For each entry that follows, produce an exact copy.
== Exercise data ==
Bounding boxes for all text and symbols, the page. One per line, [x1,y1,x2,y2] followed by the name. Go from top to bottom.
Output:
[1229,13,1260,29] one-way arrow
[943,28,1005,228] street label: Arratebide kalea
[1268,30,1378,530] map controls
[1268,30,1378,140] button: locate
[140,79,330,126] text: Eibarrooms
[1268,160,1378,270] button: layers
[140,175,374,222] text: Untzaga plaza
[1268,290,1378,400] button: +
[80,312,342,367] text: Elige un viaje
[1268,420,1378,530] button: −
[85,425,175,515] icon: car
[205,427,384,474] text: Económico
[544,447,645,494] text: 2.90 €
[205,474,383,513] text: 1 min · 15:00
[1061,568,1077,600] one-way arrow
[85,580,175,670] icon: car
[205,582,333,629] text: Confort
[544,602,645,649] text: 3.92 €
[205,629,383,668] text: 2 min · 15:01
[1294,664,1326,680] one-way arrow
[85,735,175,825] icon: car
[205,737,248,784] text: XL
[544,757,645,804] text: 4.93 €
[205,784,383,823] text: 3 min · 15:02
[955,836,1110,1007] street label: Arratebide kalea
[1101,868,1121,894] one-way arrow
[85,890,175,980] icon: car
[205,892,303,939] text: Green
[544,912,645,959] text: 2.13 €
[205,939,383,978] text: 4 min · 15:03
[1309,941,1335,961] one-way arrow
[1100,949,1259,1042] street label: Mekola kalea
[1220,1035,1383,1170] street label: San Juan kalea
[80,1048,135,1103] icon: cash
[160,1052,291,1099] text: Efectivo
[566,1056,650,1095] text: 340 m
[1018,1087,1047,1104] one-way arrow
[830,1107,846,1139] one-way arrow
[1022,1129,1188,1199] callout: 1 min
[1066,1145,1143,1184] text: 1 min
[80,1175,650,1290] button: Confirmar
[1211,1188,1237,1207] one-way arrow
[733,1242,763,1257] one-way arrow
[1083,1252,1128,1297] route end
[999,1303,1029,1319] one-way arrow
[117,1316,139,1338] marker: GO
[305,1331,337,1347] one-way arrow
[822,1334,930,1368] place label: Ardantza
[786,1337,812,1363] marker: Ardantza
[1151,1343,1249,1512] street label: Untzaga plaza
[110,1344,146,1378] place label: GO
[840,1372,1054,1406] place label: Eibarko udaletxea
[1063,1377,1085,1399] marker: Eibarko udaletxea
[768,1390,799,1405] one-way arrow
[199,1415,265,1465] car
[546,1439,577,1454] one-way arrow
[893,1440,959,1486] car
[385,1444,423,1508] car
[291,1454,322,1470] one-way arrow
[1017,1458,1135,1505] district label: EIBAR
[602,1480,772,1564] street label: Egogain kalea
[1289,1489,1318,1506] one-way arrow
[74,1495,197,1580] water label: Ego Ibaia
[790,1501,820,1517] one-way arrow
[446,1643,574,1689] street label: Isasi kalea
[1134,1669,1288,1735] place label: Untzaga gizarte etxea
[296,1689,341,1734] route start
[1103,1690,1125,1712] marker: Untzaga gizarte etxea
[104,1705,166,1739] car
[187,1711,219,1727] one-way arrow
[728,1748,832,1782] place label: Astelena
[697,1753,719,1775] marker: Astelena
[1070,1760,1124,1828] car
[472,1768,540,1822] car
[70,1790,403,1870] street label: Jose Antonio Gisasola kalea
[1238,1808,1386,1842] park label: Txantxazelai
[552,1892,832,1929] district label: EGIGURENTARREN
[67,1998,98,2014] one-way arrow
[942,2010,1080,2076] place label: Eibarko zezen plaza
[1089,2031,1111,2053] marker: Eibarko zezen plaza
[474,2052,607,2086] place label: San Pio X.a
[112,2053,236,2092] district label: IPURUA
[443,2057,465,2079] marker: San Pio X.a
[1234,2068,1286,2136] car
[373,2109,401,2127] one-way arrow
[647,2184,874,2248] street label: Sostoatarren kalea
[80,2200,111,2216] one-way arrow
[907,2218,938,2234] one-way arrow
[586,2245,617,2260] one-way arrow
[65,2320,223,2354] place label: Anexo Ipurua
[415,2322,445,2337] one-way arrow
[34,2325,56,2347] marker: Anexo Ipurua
===
■ **Response to the exercise**:
Bounding boxes for all text and symbols, the page. One per line, [x1,y1,x2,y2] followed by the name. Go from top to bottom.
Output:
[1229,13,1260,29] one-way arrow
[943,28,1005,228] street label: Arratebide kalea
[1268,30,1378,530] map controls
[1268,30,1378,140] button: locate
[140,79,330,126] text: Eibarrooms
[1268,160,1378,270] button: layers
[140,175,374,222] text: Untzaga plaza
[1268,290,1378,400] button: +
[80,312,342,367] text: Elige un viaje
[1268,420,1378,530] button: −
[85,425,175,515] icon: car
[205,427,384,474] text: Económico
[544,447,645,494] text: 2.90 €
[205,474,383,513] text: 1 min · 15:00
[1061,568,1077,600] one-way arrow
[85,580,175,670] icon: car
[205,582,333,629] text: Confort
[544,602,645,649] text: 3.92 €
[205,629,383,668] text: 2 min · 15:01
[1294,664,1326,680] one-way arrow
[85,735,175,825] icon: car
[205,737,248,784] text: XL
[544,757,645,804] text: 4.93 €
[205,784,383,823] text: 3 min · 15:02
[955,836,1110,1007] street label: Arratebide kalea
[1101,868,1121,894] one-way arrow
[85,890,175,980] icon: car
[205,892,303,939] text: Green
[544,912,645,959] text: 2.13 €
[205,939,383,978] text: 4 min · 15:03
[1309,941,1335,961] one-way arrow
[1100,949,1259,1042] street label: Mekola kalea
[1220,1035,1383,1170] street label: San Juan kalea
[80,1048,135,1103] icon: cash
[160,1052,291,1099] text: Efectivo
[566,1056,650,1095] text: 340 m
[1018,1087,1047,1104] one-way arrow
[830,1107,846,1139] one-way arrow
[1022,1129,1188,1199] callout: 1 min
[1066,1145,1143,1184] text: 1 min
[80,1175,650,1290] button: Confirmar
[1211,1188,1237,1207] one-way arrow
[733,1242,763,1257] one-way arrow
[1083,1252,1128,1297] route end
[999,1303,1029,1319] one-way arrow
[117,1316,139,1338] marker: GO
[305,1331,337,1347] one-way arrow
[822,1334,930,1368] place label: Ardantza
[786,1337,812,1363] marker: Ardantza
[1151,1343,1249,1512] street label: Untzaga plaza
[110,1344,146,1378] place label: GO
[840,1372,1054,1406] place label: Eibarko udaletxea
[1063,1377,1085,1399] marker: Eibarko udaletxea
[768,1390,799,1405] one-way arrow
[199,1415,265,1465] car
[546,1439,577,1454] one-way arrow
[893,1440,959,1486] car
[385,1444,423,1508] car
[291,1454,322,1470] one-way arrow
[1017,1458,1135,1505] district label: EIBAR
[602,1480,772,1564] street label: Egogain kalea
[1289,1489,1318,1506] one-way arrow
[74,1495,197,1580] water label: Ego Ibaia
[790,1501,820,1517] one-way arrow
[446,1643,574,1689] street label: Isasi kalea
[1134,1669,1288,1735] place label: Untzaga gizarte etxea
[296,1689,341,1734] route start
[1103,1690,1125,1712] marker: Untzaga gizarte etxea
[104,1705,166,1739] car
[187,1711,219,1727] one-way arrow
[728,1748,832,1782] place label: Astelena
[697,1753,719,1775] marker: Astelena
[1070,1760,1124,1828] car
[472,1768,540,1822] car
[70,1790,403,1870] street label: Jose Antonio Gisasola kalea
[1238,1808,1386,1842] park label: Txantxazelai
[552,1892,832,1929] district label: EGIGURENTARREN
[67,1998,98,2014] one-way arrow
[942,2010,1080,2076] place label: Eibarko zezen plaza
[1089,2031,1111,2053] marker: Eibarko zezen plaza
[474,2052,607,2086] place label: San Pio X.a
[112,2053,236,2092] district label: IPURUA
[443,2057,465,2079] marker: San Pio X.a
[1234,2068,1286,2136] car
[373,2109,401,2127] one-way arrow
[647,2184,874,2248] street label: Sostoatarren kalea
[80,2200,111,2216] one-way arrow
[907,2218,938,2234] one-way arrow
[586,2245,617,2260] one-way arrow
[65,2320,223,2354] place label: Anexo Ipurua
[415,2322,445,2337] one-way arrow
[34,2325,56,2347] marker: Anexo Ipurua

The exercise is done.